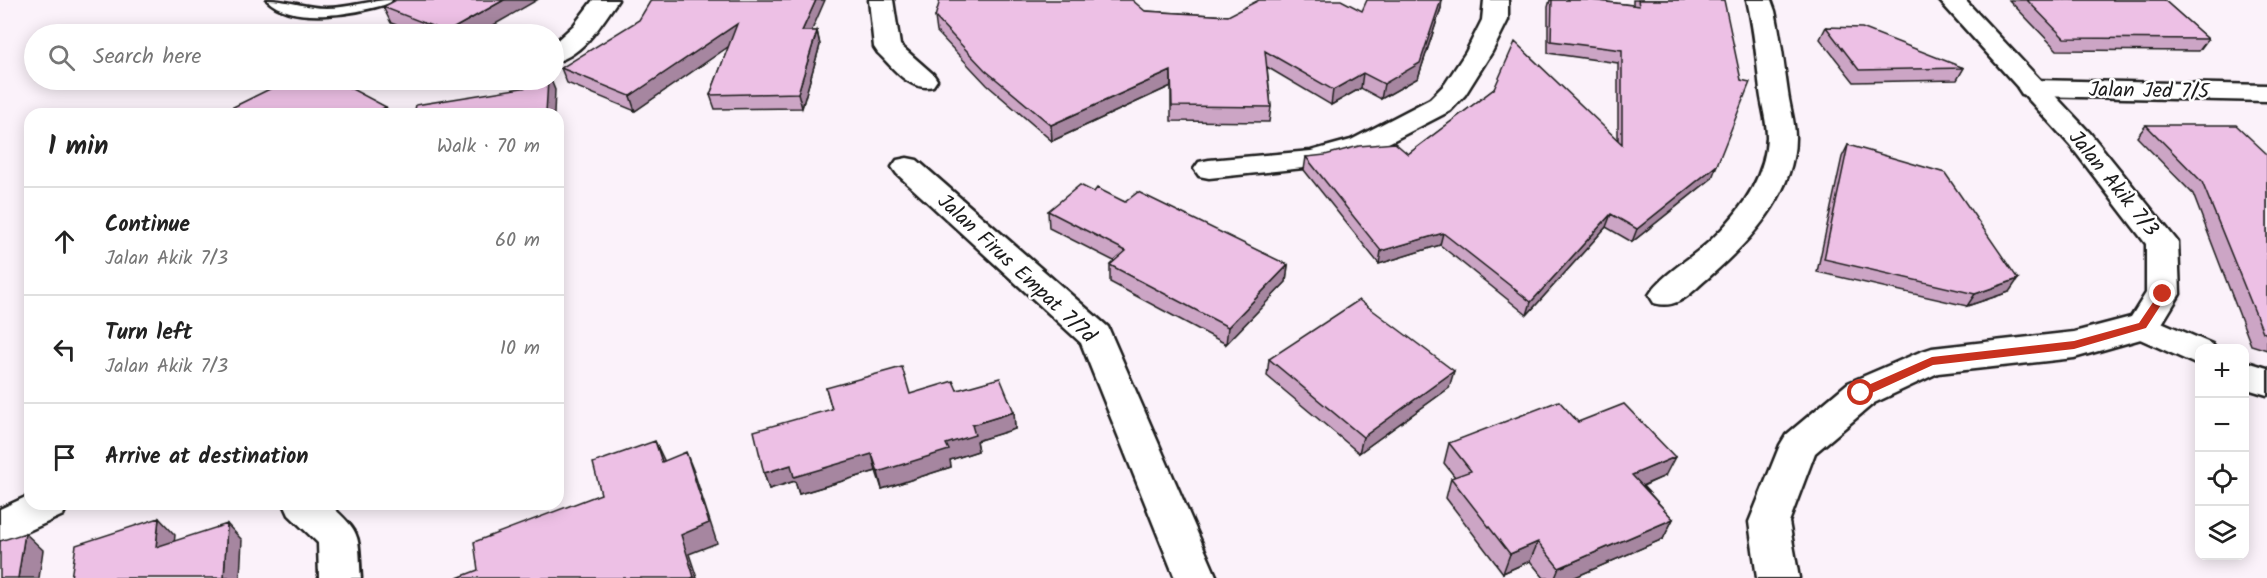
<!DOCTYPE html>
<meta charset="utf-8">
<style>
:root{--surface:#fff;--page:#f2f2f2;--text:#222;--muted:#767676;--line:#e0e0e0}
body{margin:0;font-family:Kalam,sans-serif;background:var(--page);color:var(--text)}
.controls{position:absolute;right:18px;bottom:18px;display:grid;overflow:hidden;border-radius:12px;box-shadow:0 3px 15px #0003}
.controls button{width:54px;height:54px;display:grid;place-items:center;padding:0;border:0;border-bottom:2px solid var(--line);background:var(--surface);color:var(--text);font:30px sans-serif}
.stop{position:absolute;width:18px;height:18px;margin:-14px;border:4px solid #c8321e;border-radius:50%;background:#fff}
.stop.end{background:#c8321e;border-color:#fff;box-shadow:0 2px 6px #0008}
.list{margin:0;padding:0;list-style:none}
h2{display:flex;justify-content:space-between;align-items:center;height:78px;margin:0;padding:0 24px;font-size:26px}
h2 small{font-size:20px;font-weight:400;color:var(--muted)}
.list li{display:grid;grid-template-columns:39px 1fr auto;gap:18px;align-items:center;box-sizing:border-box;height:108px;padding:0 24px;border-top:2px solid var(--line)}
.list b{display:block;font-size:22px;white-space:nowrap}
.list p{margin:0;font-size:20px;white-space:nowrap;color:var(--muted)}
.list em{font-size:20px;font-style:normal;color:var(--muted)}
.icon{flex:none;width:33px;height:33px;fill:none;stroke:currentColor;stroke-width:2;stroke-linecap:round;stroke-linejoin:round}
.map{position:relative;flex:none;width:2267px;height:578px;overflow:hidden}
.search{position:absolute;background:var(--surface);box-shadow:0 3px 15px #0003;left:24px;top:24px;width:540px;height:66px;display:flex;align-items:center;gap:15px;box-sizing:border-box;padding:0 21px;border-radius:33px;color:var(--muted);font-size:22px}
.panel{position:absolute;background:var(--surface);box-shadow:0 3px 15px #0003;left:24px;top:108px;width:540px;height:402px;border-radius:18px}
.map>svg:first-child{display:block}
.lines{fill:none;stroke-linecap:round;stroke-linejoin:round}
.lane-casing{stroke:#1c1c1c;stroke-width:5}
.street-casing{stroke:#1c1c1c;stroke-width:5}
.secondary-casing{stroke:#1c1c1c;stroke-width:5}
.lane{fill:#fff;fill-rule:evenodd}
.street{fill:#fff;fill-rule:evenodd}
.secondary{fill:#fff;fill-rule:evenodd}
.wall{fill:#cca5c5;stroke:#1c1c1c;stroke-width:1.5}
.shaded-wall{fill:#a686a0;stroke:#1c1c1c;stroke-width:1.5}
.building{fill:#edc0e5;stroke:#1c1c1c;stroke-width:1.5}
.route{fill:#c8321e}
.labels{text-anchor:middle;stroke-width:5;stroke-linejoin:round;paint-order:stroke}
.street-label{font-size:21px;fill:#1c1c1c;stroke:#fff}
</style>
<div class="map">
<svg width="2267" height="578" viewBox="0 0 2267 578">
<rect width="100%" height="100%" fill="#fbf2fa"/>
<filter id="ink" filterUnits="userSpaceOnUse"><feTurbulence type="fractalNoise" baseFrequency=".0167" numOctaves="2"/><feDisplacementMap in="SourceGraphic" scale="12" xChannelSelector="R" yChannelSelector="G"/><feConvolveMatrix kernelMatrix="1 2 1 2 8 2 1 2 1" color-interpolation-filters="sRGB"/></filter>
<g filter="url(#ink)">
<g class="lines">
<g class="lane-casing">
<path id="lane" d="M267 0C287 0 306 8 327 8 349 8 370 0 392 0L390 3C359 13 293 26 267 0Z"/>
</g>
<g class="street-casing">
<path id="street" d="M593 0H618C602 23 583 56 554 62V43L574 25Z
M869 0H893L900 45 933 74 937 80 933 86C909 92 893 67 878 53L874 47Z
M1484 0H1508V20L1492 52 1465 95 1450 111 1371 152 1323 166 1209 178 1199 176 1194 169 1199 162 1209 160 1311 151 1351 140 1430 99 1445 84 1466 52 1482 20Z
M1747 0H1771L1775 11C1781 38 1784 65 1788 93 1790 108 1795 122 1795 138 1795 194 1748 243 1708 278 1691 292 1679 310 1654 303L1649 295C1662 274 1693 257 1711 240 1739 213 1766 178 1767 137 1767 121 1762 107 1760 91 1757 60 1754 30 1747 0Z
M2032 80 2267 85V101L2032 96 2022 94 2018 88 2022 82Z
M907 158 917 160 1108 327 1217 578H1175L1081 343 897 174 892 167 897 160Z
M2143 314 2212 344 2215 348H2200V366L2131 335 2126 326 2131 317Z
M2244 361 2267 368V395L2244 388Z
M30 495V504H68L63 515 0 544V509Z
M284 504H329C363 534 358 535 361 578H319L318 543 289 515Z"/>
</g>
<g class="secondary-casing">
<path id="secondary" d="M1939 0H1965L2090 133 2178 242 2180 294 2155 335 2074 358 1938 373 1874 403 1815 453 1789 522 1799 578H1757L1749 522 1780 445 1786 435 1848 383 1920 352 1932 348 2074 332 2131 317 2146 293V244L2070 145Z"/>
</g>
<use href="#lane" class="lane"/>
<use href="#street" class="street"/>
<use href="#secondary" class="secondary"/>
</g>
<path class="wall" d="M1550 0H1590L1633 5V0H1724L1712 178 1632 242 1606 227 1527 315 1440 245 1379 264 1304 170 1306 157 1408 154 1494 89 1618 139V63L1548 53V7Z
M2009 0H2164L2208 39 2199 51 2057 50Z
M383 7 478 34H420L391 23Z
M1441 8 1418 78 1381 99 1361 88 1331 105 1267 67 1271 107 1269 122 1171 121V86L1052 141 987 85 937 32 935 17 1145 11 1228 16Z
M1826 27 1964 68 1957 80 1854 82 1820 39Z
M811 31H817L820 45 802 108 715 109 710 95 729 46 635 111 567 83 561 68Z
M2146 125 2267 154V350L2251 345 2193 194 2137 137Z
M1848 145 2009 292 1967 306 1817 272 1842 157Z
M1094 192 1125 202 1288 265 1286 282 1226 344 1110 282V265L1114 261 1049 228 1048 211Z
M1269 359 1449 388 1359 453 1267 376Z
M826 388 910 394 957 390 1014 412 1015 429 976 441 978 451 950 460 951 467 882 489 876 471 799 494 795 481 769 489 764 473 832 409Z
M1578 422 1665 476 1643 486 1673 519 1663 539 1573 578H1544L1530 561 1503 573 1446 498 1451 478 1455 477 1444 463 1449 443Z"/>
<path class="shaded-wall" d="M504 0H537L478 34H448L447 32Z
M816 0H825L805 46 802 31Z
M1441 0H1442L1441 8 1418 78 1381 99 1384 84Z
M737 24 741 38 635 111 630 96Z
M817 31 820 45 802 108 798 93Z
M1171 71V86L1052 141 1051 125Z
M1363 73 1361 88 1331 105 1333 90Z
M548 80H551L555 90 554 114H540Z
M386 107 390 114H372Z
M1717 165 1712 178 1632 242 1637 229Z
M1611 214 1606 227 1527 315 1531 302Z
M1443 233 1440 245 1379 264 1381 251Z
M1288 265 1286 282 1226 344 1228 327Z
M2018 279 2009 292 1967 306 1975 294Z
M1454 371 1449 388 1359 453 1363 437Z
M1014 412 1015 429 976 441 978 451 950 460 951 467 882 489 878 472 946 444 972 425Z
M655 441 664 460 670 481 662 462Z
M686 452 694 472 717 543 689 554 697 578H691L681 535Z
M872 454 876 471 799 494 795 481 769 489 764 473 791 465Z
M1675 457 1665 476 1623 494 1632 475Z
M159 518 175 535 172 563 156 547Z
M1673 519 1663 539 1573 578H1555L1559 568Z
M227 524 242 540 240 578H224Z
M25 533 43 550 39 578H18Z
M1538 542 1530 561 1503 573 1510 554Z"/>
<path class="building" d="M396 0H504L447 32 383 7Z
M651 0H816L802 31H817L798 93 710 95 737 24 630 96 561 68 639 20Z
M940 0H1132L1145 11 1228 16 1259 0H1341L1362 11 1367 0H1441L1420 63 1384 84 1363 73 1333 90 1265 51 1271 107 1172 106 1171 71 1051 125 985 70 935 17Z
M1552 0H1590L1639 6 1638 0H1724L1741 80 1750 82 1717 165 1637 229 1611 214 1531 302 1443 233 1381 251 1306 157 1325 155 1359 146 1395 143 1408 154 1494 89 1515 42 1622 144V50L1551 41Z
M2027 0H2164L2208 39 2064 38Z
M1826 27 1862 28 1964 68 1859 70Z
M288 80H335L386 107 372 114H219Z
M540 80H548L546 113 540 114H414L416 105 528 87Z
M2146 125H2236L2267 154V334L2263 332 2202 182Z
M1848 145 1945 173 2018 279 1975 294 1824 259Z
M1080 185 1094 192 1097 188 1125 202 1138 192 1288 265 1228 327 1110 265 1126 251 1048 211Z
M1359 300 1454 371 1363 437 1269 359Z
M902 367 910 394 953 381 957 390 1000 378 1014 412 972 425 975 435 946 444 949 450 878 472 872 454 794 477 791 465 764 473 754 431 832 409 826 388Z
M1559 401 1578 422 1624 404 1675 457 1632 475 1673 519 1559 568 1538 542 1510 554 1451 478 1471 471 1449 443Z
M655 441 662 462 686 452 709 523 681 535 694 577 691 578H457L478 570 474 542 601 494 593 463Z
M159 518 156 547 227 524 224 578H71L76 545Z
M25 533 18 578H0V541Z"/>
</g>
<path class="route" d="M2163 291 2168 294 2146 328 2074 349 1933 365 1865 396H1857L1856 393 1857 390 1932 357 2074 341 2139 323 2160 292Z"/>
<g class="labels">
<g class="street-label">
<text transform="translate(2149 90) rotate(1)" y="7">Jalan Jed 7/5</text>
<text transform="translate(2114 183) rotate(51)" y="7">Jalan Akik 7/3</text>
<text transform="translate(1017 268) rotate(43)" y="7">Jalan Firus Empat 7/7d</text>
</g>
</g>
</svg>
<div class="controls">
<button>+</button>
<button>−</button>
<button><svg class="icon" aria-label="locate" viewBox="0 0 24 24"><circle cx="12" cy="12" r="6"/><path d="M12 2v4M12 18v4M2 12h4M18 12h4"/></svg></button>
<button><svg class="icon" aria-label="layers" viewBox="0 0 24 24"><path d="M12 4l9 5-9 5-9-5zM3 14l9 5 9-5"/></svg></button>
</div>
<div class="stop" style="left:1861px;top:393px"></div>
<div class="stop end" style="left:2163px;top:294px"></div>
<div class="search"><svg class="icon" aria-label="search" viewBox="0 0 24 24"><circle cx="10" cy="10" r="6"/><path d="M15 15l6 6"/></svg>Search here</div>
<section class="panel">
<h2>1 min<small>Walk · 70 m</small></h2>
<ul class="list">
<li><svg class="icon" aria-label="ahead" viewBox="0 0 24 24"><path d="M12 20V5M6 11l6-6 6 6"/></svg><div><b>Continue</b><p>Jalan Akik 7/3</p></div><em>60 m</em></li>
<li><svg class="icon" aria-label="left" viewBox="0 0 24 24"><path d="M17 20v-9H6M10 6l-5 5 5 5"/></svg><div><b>Turn left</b><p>Jalan Akik 7/3</p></div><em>10 m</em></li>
<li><svg class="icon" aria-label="arrive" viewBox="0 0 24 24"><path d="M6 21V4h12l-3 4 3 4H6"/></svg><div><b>Arrive at destination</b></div></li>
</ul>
</section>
</div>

________________________

Lines with the word "nowrap" in them: report all of these from the listing above.

.list b{display:block;font-size:22px;white-space:nowrap}
.list p{margin:0;font-size:20px;white-space:nowrap;color:var(--muted)}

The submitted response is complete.